2) French shows the highest negative and lowest positive in believing their government will provide them with an effective vaccine. while Danish(Denmark) and British(UK) have the highest trust in their government at 68% and 64% positive (Strongly Agree and Agree). Although Israel has a higher positive than Singapore(61%), it has more uncertainty with a larger 99% Confidence interval from 58% to 69% due to a smaller sample size of 503 responses. Singapore has the least negative(Strongly Disagree and Disagree) proportion at 10%.

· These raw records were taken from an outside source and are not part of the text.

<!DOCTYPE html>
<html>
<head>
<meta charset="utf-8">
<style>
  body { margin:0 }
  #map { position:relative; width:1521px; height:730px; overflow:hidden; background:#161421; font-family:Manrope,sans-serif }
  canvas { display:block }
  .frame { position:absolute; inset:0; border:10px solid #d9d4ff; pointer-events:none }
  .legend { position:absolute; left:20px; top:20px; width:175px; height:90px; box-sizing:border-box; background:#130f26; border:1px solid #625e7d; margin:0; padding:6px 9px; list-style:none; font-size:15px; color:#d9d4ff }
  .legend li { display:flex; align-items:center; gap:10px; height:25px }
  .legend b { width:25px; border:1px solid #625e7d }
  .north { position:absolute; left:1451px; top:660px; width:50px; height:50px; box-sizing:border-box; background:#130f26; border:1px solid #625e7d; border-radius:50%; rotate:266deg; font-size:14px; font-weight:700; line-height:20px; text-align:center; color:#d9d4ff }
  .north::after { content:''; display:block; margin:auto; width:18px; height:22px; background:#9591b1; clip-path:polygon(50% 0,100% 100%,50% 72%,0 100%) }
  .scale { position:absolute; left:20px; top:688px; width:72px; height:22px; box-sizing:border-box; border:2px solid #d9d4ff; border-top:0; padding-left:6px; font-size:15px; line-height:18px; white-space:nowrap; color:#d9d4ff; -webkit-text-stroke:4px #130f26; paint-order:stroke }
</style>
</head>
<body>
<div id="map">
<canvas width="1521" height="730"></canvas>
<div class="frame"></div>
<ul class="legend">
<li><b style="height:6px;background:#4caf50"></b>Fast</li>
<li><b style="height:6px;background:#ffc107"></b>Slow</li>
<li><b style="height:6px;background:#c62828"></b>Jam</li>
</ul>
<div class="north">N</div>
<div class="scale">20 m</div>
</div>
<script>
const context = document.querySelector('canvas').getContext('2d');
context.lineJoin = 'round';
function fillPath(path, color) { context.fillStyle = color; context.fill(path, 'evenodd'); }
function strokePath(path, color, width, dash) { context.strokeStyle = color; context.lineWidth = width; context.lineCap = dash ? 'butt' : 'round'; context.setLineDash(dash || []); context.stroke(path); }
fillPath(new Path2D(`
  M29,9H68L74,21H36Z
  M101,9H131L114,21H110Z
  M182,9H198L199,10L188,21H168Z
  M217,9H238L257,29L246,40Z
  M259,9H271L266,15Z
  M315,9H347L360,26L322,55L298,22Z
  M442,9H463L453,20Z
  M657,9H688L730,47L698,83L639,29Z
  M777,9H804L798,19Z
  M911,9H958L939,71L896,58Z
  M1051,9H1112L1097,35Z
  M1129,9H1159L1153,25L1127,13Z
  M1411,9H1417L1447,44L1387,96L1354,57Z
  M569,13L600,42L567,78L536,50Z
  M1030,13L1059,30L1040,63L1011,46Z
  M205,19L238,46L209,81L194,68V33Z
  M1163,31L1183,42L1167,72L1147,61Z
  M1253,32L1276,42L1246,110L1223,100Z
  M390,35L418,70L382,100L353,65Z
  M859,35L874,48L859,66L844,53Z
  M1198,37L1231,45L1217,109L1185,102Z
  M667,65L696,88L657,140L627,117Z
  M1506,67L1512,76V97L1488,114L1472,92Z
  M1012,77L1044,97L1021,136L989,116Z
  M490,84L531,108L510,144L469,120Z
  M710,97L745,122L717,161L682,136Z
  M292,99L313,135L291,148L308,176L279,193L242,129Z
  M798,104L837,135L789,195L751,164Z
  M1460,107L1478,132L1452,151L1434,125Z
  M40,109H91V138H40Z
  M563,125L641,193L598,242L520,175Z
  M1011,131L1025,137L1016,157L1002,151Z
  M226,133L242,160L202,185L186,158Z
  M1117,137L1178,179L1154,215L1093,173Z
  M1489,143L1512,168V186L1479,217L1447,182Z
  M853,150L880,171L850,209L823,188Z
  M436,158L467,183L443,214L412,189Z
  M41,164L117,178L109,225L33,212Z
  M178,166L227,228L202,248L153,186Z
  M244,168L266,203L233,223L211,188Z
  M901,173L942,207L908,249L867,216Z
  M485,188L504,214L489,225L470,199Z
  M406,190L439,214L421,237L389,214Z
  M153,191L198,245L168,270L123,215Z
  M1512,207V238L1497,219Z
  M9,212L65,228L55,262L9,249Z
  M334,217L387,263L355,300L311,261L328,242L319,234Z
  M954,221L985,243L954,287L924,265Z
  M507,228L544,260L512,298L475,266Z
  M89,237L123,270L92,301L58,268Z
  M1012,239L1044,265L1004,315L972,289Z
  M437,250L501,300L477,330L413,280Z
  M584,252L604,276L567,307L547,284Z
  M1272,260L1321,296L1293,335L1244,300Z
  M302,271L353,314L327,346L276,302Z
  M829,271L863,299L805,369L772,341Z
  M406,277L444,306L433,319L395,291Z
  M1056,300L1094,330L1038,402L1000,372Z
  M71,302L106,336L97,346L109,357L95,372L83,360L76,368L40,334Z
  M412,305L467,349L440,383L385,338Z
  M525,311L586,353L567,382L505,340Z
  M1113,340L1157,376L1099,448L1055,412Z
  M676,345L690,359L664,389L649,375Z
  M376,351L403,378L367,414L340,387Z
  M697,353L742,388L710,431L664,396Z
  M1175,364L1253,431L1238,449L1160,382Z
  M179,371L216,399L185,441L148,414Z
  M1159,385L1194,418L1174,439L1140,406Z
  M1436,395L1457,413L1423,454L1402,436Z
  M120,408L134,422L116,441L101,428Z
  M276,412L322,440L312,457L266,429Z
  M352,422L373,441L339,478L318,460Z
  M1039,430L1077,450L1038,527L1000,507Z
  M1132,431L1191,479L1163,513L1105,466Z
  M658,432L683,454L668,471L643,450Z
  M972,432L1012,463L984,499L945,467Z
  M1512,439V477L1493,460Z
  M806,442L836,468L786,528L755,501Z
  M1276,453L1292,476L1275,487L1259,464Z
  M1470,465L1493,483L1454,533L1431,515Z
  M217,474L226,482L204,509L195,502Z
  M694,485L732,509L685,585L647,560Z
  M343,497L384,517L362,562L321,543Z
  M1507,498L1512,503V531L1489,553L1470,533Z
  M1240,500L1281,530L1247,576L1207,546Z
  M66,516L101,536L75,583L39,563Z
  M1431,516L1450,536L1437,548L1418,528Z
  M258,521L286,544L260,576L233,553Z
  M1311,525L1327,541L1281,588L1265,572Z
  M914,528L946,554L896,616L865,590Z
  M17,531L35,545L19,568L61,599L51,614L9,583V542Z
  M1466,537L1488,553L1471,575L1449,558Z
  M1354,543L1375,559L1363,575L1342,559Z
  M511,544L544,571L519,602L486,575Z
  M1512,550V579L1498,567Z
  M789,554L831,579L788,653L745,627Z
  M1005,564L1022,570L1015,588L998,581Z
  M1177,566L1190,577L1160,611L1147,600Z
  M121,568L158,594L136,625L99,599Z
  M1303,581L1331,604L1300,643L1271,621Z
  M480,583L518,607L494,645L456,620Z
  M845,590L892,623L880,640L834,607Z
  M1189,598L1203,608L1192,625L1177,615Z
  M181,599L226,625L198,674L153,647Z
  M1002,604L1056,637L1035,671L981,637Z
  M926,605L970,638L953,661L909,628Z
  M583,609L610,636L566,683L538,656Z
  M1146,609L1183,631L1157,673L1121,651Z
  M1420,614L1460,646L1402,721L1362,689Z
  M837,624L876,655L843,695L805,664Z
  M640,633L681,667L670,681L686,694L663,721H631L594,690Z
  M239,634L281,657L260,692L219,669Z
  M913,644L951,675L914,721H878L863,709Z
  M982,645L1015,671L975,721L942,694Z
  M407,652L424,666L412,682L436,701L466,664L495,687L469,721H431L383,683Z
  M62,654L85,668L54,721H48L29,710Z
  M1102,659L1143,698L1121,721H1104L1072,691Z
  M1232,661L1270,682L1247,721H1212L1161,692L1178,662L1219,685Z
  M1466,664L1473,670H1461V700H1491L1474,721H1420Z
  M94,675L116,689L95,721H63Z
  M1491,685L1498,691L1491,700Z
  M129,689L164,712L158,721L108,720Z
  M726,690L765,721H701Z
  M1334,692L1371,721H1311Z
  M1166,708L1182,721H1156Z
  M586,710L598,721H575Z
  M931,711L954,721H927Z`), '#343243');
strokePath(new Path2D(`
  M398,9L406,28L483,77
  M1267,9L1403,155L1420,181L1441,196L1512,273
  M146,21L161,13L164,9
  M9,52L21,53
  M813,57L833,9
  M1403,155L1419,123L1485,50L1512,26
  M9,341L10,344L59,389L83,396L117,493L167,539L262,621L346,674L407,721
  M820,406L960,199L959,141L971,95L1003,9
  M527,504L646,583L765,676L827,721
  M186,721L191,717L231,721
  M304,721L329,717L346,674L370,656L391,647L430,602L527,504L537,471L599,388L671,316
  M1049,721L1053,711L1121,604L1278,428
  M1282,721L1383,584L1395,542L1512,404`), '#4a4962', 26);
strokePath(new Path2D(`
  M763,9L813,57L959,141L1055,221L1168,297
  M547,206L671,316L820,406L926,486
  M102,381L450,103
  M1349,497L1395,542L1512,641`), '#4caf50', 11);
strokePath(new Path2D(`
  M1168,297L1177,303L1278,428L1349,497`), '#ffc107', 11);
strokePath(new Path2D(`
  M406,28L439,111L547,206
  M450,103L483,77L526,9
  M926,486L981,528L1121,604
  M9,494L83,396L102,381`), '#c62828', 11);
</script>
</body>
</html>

Japan is the 2nd lowest positive(45%) but mainly due to the highest neutrality of 40% proportion to government health authorities providing effective COVID-19 vaccine. 3) Across all countries, Females are generally more worried about getting COVID-19 except for Singapore and Australia where Males are marginally equal or more worried about getting the virus.
4) On the country level, Japan, Singapore, France, and Spain are the top countries worried about the vaccination side effects.
5) We can observe that older people are more worried about getting COVID-19.
While middle age followed by young adults are more worried about vaccine side effects. Age group 90-99 shows large CI due to lower sample size of 26 responses.
Similarly, retirees have the highest positive response when asked to get COVID-19 vaccine questions by this week, year and if they never get it, they will regret it.
Retirees are also one of the least worried about the potential side effect.
This may be due to the elderly which are mainly retirees are more vulnerable and have complications due to existing health conditions compared to the younger generation. (WHO , APR 2020) and thus more keen on getting the vaccine.
6) Smaller Household sizes (1-2) were observed to be more positive in getting vaccine consistency across the getting COVID-19 vaccine questions.